▶ Task: The answer is the exact text of every line from the one that contains "Task: Give me" to the final line of the entries below, with pictures left out.

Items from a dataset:
# # # #
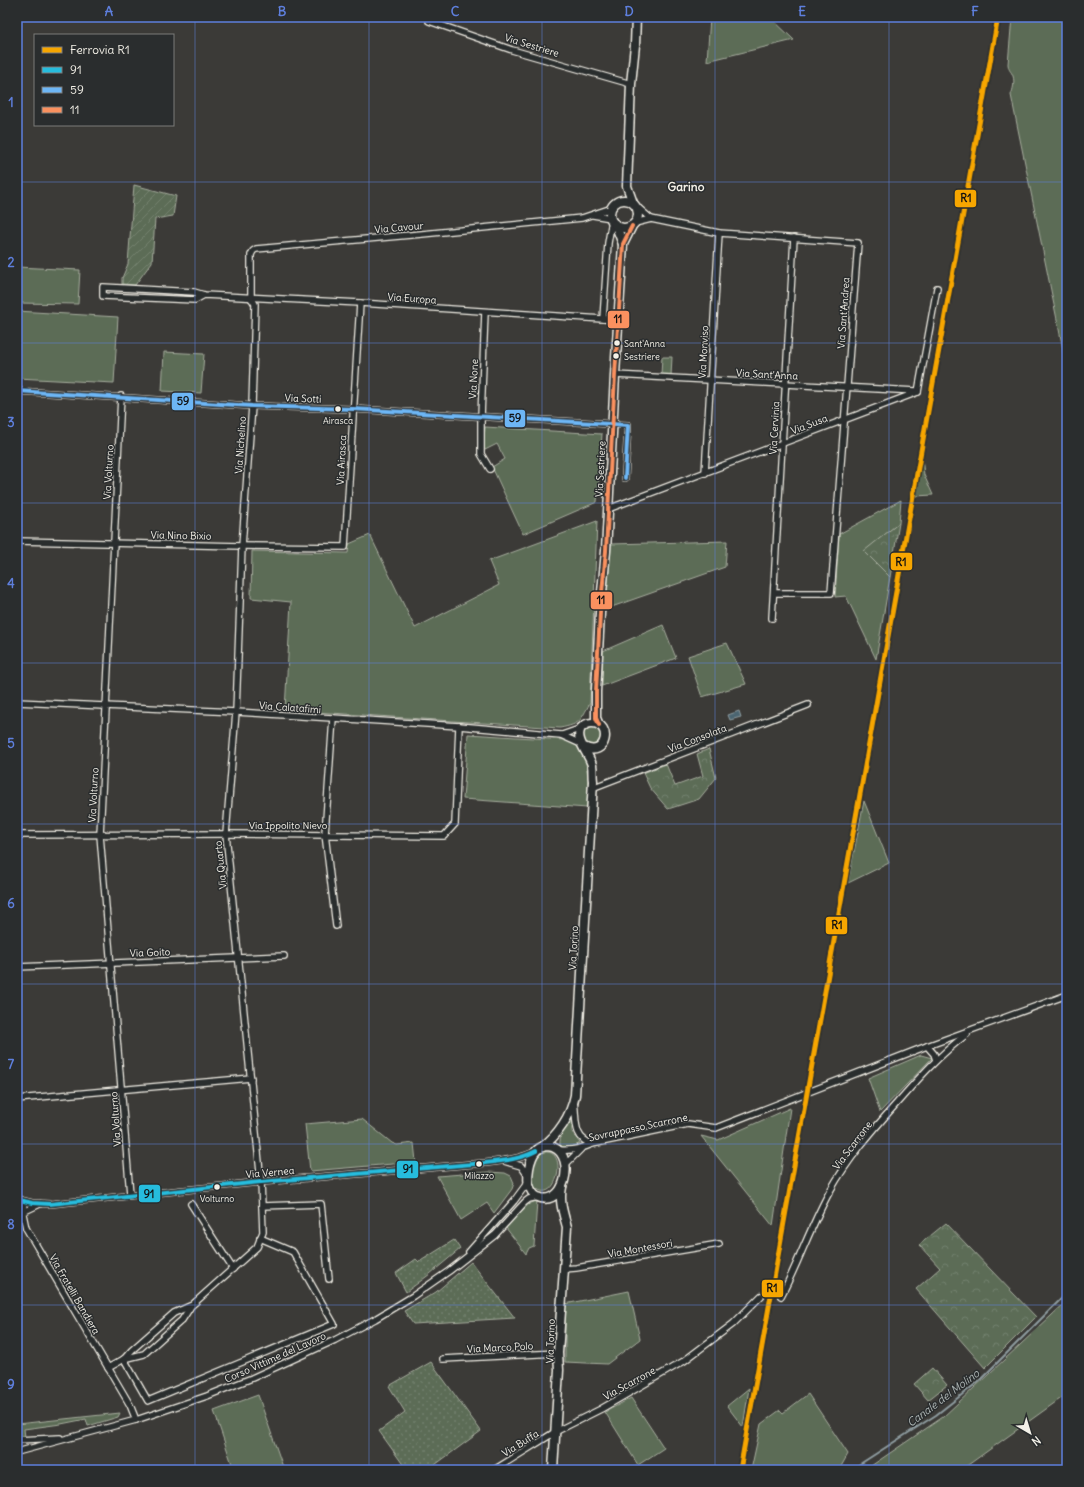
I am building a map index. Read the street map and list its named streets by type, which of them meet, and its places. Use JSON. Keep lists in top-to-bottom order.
{
  "streets": {
    "main road": ["Via Sestriere", "Via Torino"],
    "street": [
      "Via Cavour",
      "Via Europa",
      "Via Sant'Andrea",
      "Via Monviso",
      "Via Sant'Anna",
      "Via None",
      "Via Sotti",
      "Via Susa",
      "Via Cervinia",
      "Via Nichelino",
      "Via Airasca",
      "Via Volturno",
      "Via Nino Bixio",
      "Via Calatafimi",
      "Via Consolata",
      "Via Ippolito Nievo",
      "Via Quarto",
      "Via Goito",
      "Sovrappasso Scarrone",
      "Via Scarrone",
      "Via Vernea",
      "Via Montessori",
      "Via Fratelli Bandiera",
      "Via Marco Polo",
      "Corso Vittime del Lavoro",
      "Via Buffa"
    ]
  },
  "crossings": [
    ["Via Sestriere", "Via Europa"],
    ["Via Sestriere", "Via Sant'Anna"],
    ["Via Sestriere", "Via Sotti"],
    ["Via Sestriere", "Via Susa"],
    ["Via Sestriere", "Via Torino"],
    ["Via Cavour", "Via Europa"],
    ["Via Cavour", "Via Nichelino"],
    ["Via Europa", "Via None"],
    ["Via Europa", "Via Nichelino"],
    ["Via Europa", "Via Airasca"],
    ["Via Sant'Andrea", "Via Monviso"],
    ["Via Sant'Andrea", "Via Sant'Anna"],
    ["Via Sant'Andrea", "Via Susa"],
    ["Via Sant'Andrea", "Via Cervinia"],
    ["Via Monviso", "Via Sant'Anna"],
    ["Via Monviso", "Via Susa"],
    ["Via Sant'Anna", "Via Susa"],
    ["Via Sant'Anna", "Via Cervinia"],
    ["Via None", "Via Sotti"],
    ["Via Sotti", "Via Nichelino"],
    ["Via Sotti", "Via Airasca"],
    ["Via Sotti", "Via Volturno"],
    ["Via Susa", "Via Cervinia"],
    ["Via Nichelino", "Via Nino Bixio"],
    ["Via Nichelino", "Via Quarto"],
    ["Via Airasca", "Via Nino Bixio"],
    ["Via Volturno", "Via Nino Bixio"],
    ["Via Volturno", "Via Calatafimi"],
    ["Via Volturno", "Via Ippolito Nievo"],
    ["Via Volturno", "Via Goito"],
    ["Via Volturno", "Via Vernea"],
    ["Via Nino Bixio", "Via Quarto"],
    ["Via Calatafimi", "Via Ippolito Nievo"],
    ["Via Calatafimi", "Via Quarto"],
    ["Via Calatafimi", "Via Torino"],
    ["Via Consolata", "Via Torino"],
    ["Via Ippolito Nievo", "Via Quarto"],
    ["Via Quarto", "Via Goito"],
    ["Via Quarto", "Via Vernea"],
    ["Via Torino", "Via Scarrone"],
    ["Via Torino", "Via Montessori"],
    ["Via Torino", "Via Marco Polo"],
    ["Via Torino", "Via Buffa"],
    ["Sovrappasso Scarrone", "Via Scarrone"],
    ["Via Scarrone", "Via Buffa"],
    ["Via Fratelli Bandiera", "Corso Vittime del Lavoro"]
  ],
  "districts": ["Garino"],
  "water": ["Canale del Molino"],
  "places": [
    "Sant'Anna",
    "Sestriere",
    "Airasca",
    "Milazzo",
    "Volturno"
  ],
  "lines": [
    "rail line R1",
    "transit line 11",
    "transit line 59",
    "transit line 91"
  ],
  "legend": [
    "Ferrovia R1",
    "91",
    "59",
    "11"
  ],
  "north": "bottom right",
  "grid": {
    "columns": [
      "A",
      "B",
      "C",
      "D",
      "E",
      "F"
    ],
    "rows": [
      "1",
      "2",
      "3",
      "4",
      "5",
      "6",
      "7",
      "8",
      "9"
    ]
  }
}
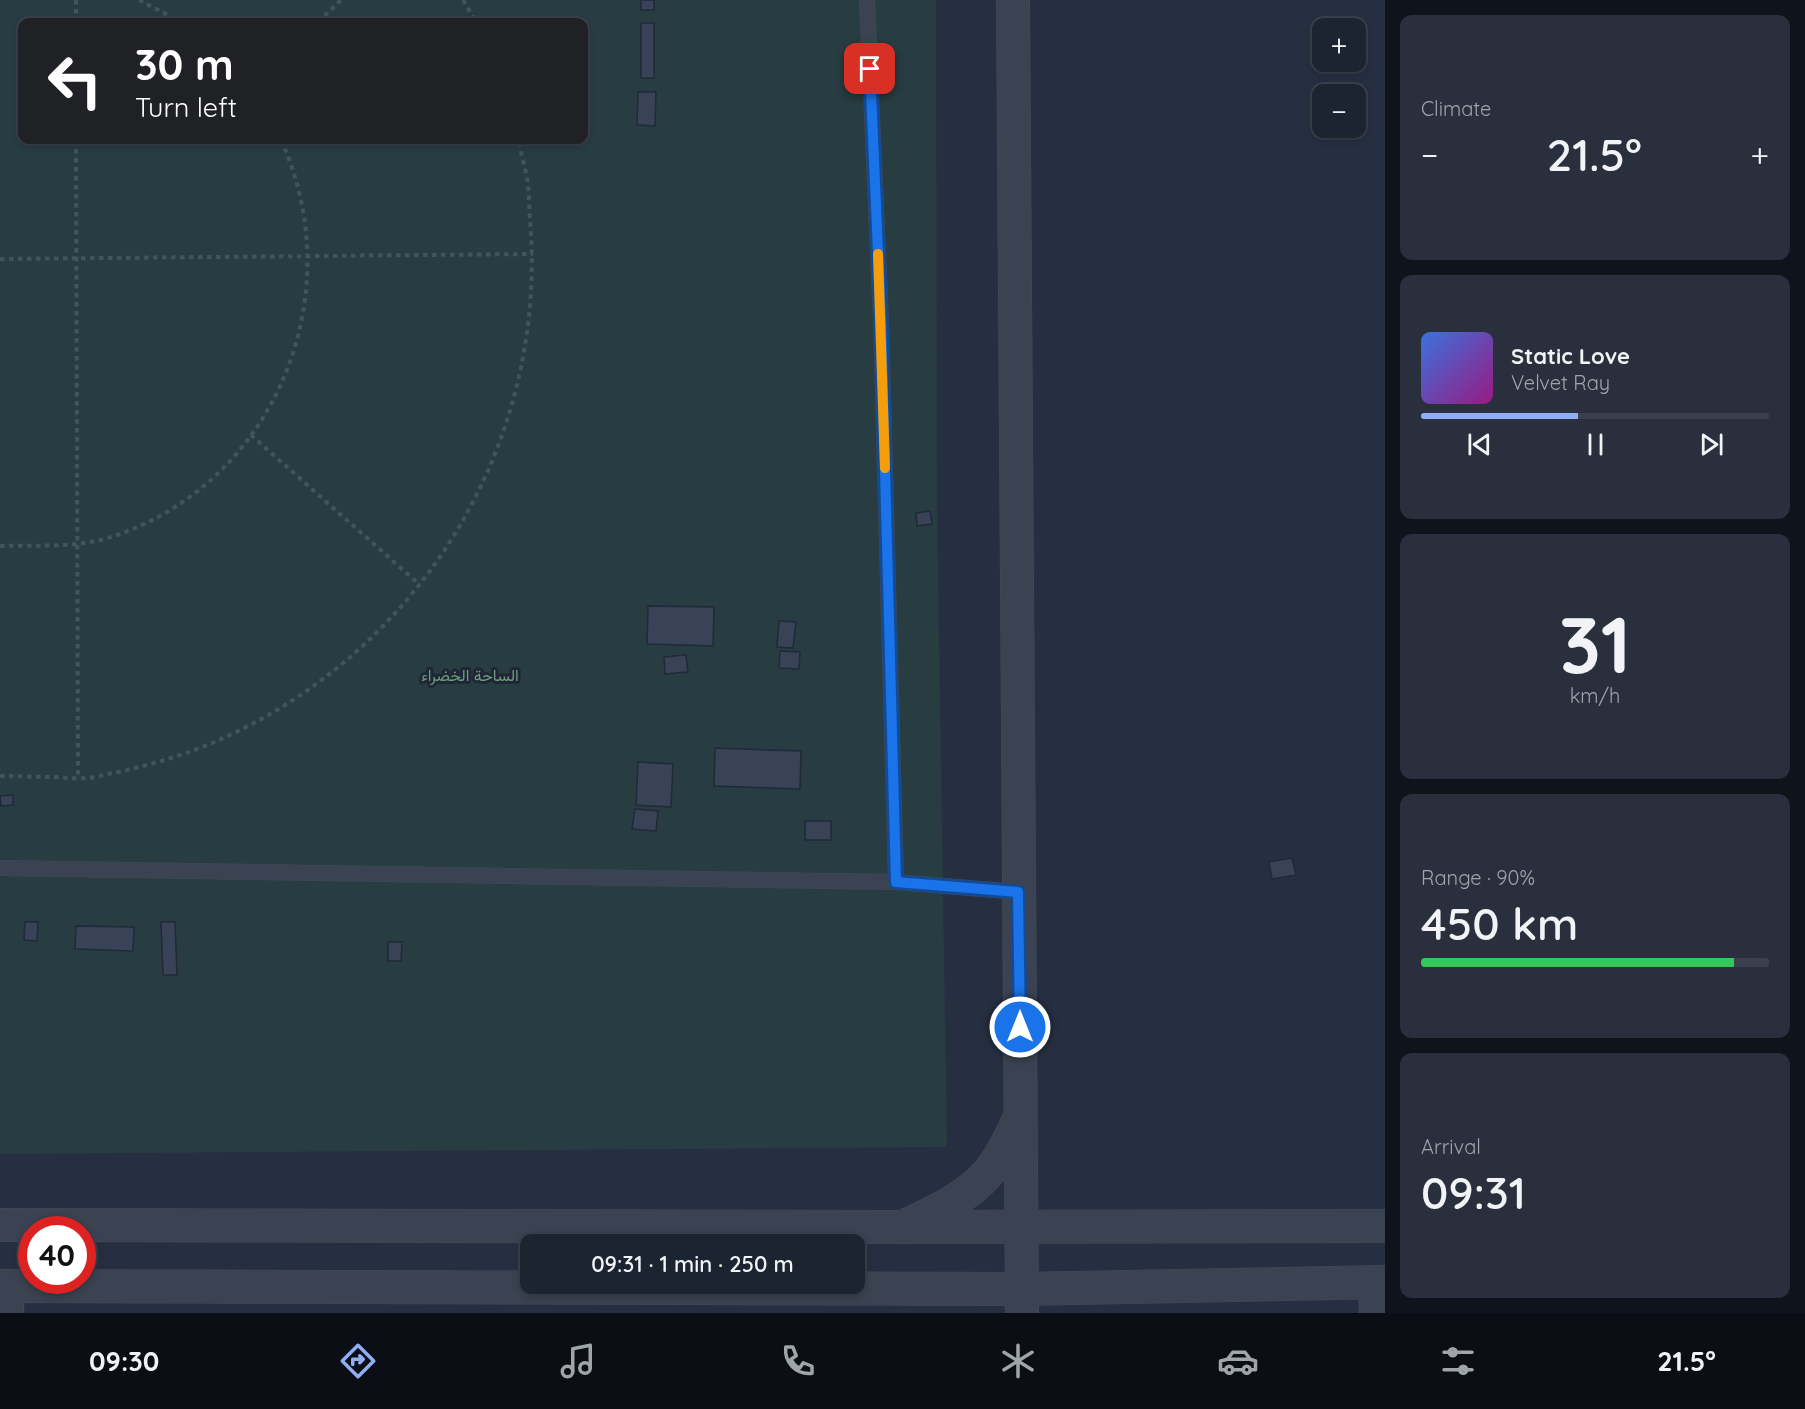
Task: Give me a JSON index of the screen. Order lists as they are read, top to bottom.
{
  "parks": ["الساحة الخضراء"],
  "page": {
    "tile": [
      "Climate",
      ["31", "km/h"],
      ["Range · 90%", "450 km"],
      ["Arrival", "09:31"]
    ],
    "map_buttons": ["+", "−"],
    "turn": ["30 m", "Turn left"],
    "heat": ["−", "21.5°", "+"],
    "song": ["Static Love", "Velvet Ray"],
    "limit": "40",
    "trip": "09:31 · 1 min · 250 m",
    "tabs": ["09:30", "21.5°"]
  }
}
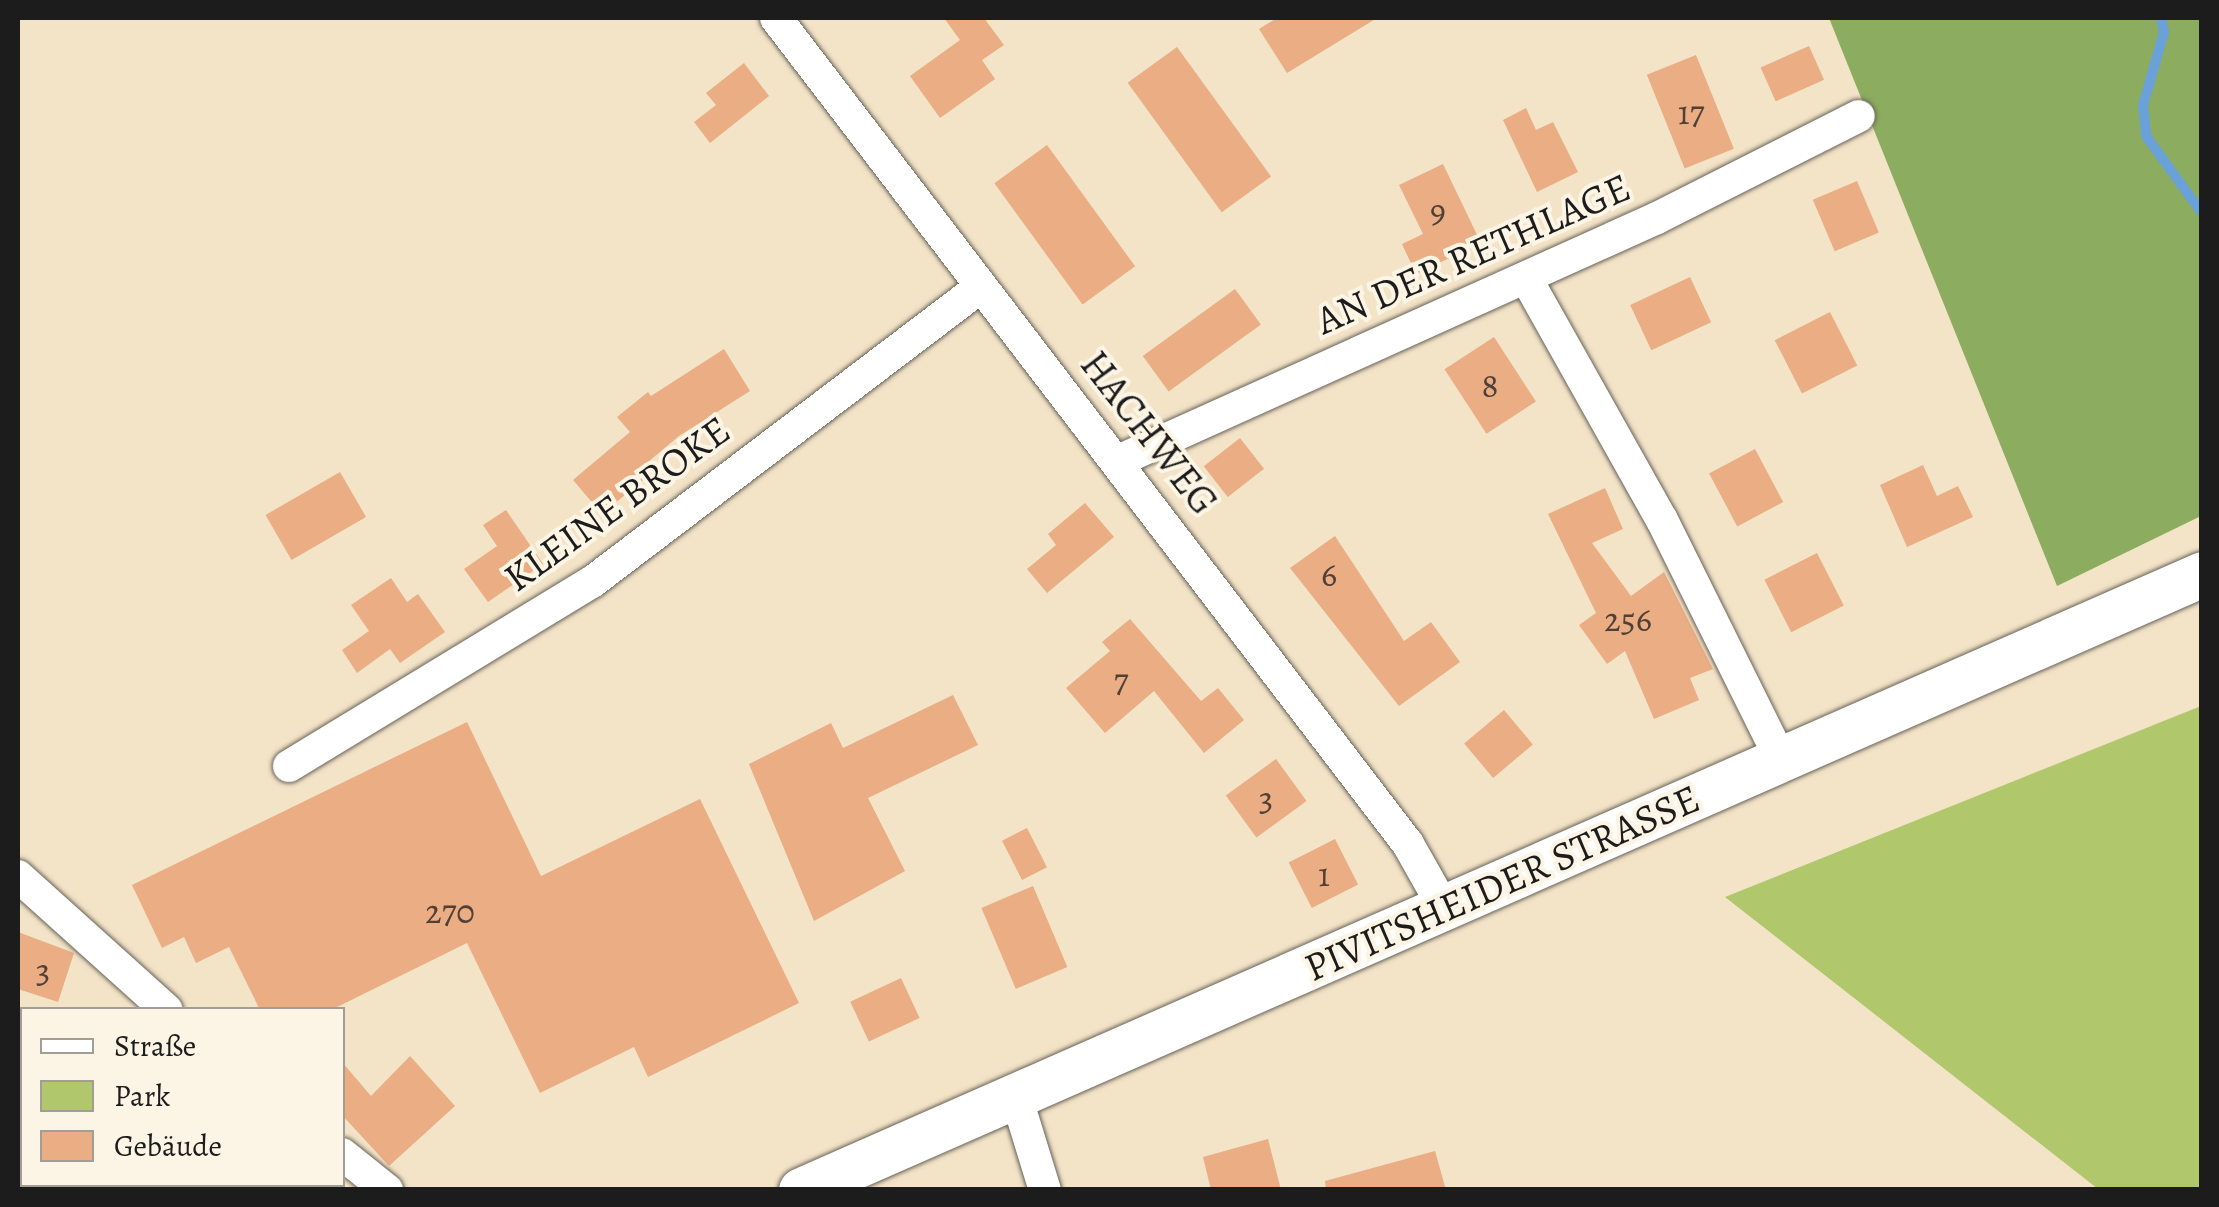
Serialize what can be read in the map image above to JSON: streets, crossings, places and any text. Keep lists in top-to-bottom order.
{
  "streets": {
    "main road": ["PIVITSHEIDER STRASSE"],
    "street": ["AN DER RETHLAGE", "HACHWEG", "KLEINE BROKE"]
  },
  "crossings": [
    ["AN DER RETHLAGE", "HACHWEG"],
    ["HACHWEG", "KLEINE BROKE"],
    ["HACHWEG", "PIVITSHEIDER STRASSE"]
  ],
  "house_numbers": [
    "17",
    "9",
    "8",
    "6",
    "256",
    "7",
    "3",
    "1",
    "270",
    "3"
  ],
  "legend": ["Straße", "Park", "Gebäude"]
}
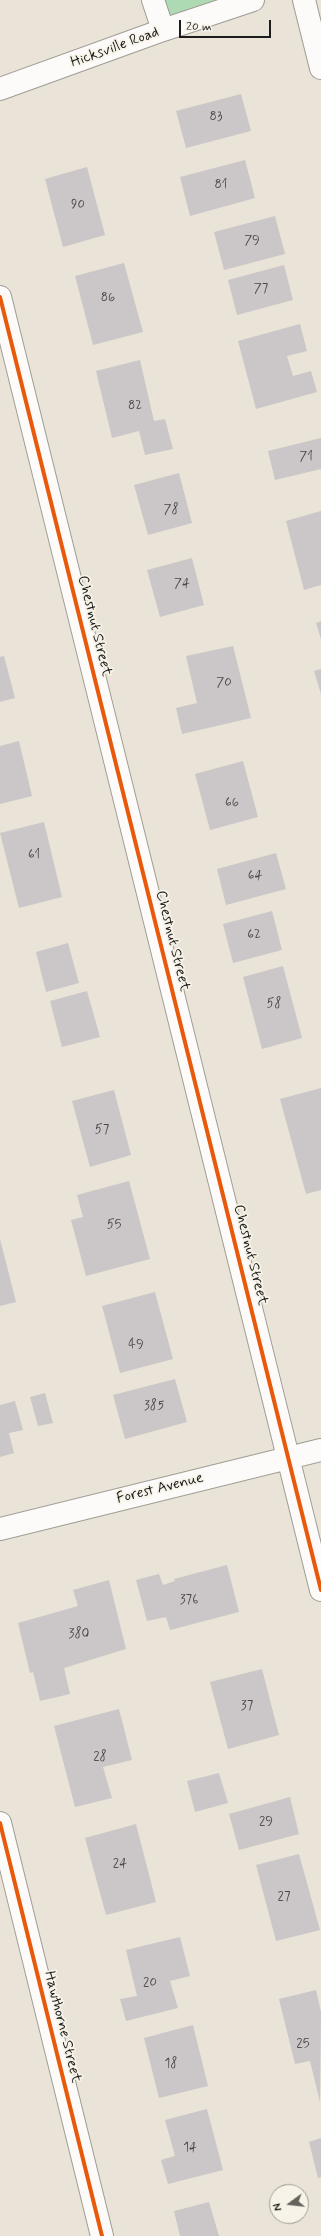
# # # #
▶ Output for this task:
Task: Give me a JSON index of the screen. Order lists as they are read, top to bottom.
{
  "parks": ["الساحة الخضراء"],
  "page": {
    "tile": [
      "Climate",
      ["31", "km/h"],
      ["Range · 90%", "450 km"],
      ["Arrival", "09:31"]
    ],
    "map_buttons": ["+", "−"],
    "turn": ["30 m", "Turn left"],
    "heat": ["−", "21.5°", "+"],
    "song": ["Static Love", "Velvet Ray"],
    "limit": "40",
    "trip": "09:31 · 1 min · 250 m",
    "tabs": ["09:30", "21.5°"]
  }
}
Serialize what can be read in the map image above to JSON: streets, crossings, places and any text. Keep lists in top-to-bottom order.
{
  "streets": {
    "main road": ["PIVITSHEIDER STRASSE"],
    "street": ["AN DER RETHLAGE", "HACHWEG", "KLEINE BROKE"]
  },
  "crossings": [
    ["AN DER RETHLAGE", "HACHWEG"],
    ["HACHWEG", "KLEINE BROKE"],
    ["HACHWEG", "PIVITSHEIDER STRASSE"]
  ],
  "house_numbers": [
    "17",
    "9",
    "8",
    "6",
    "256",
    "7",
    "3",
    "1",
    "270",
    "3"
  ],
  "legend": ["Straße", "Park", "Gebäude"]
}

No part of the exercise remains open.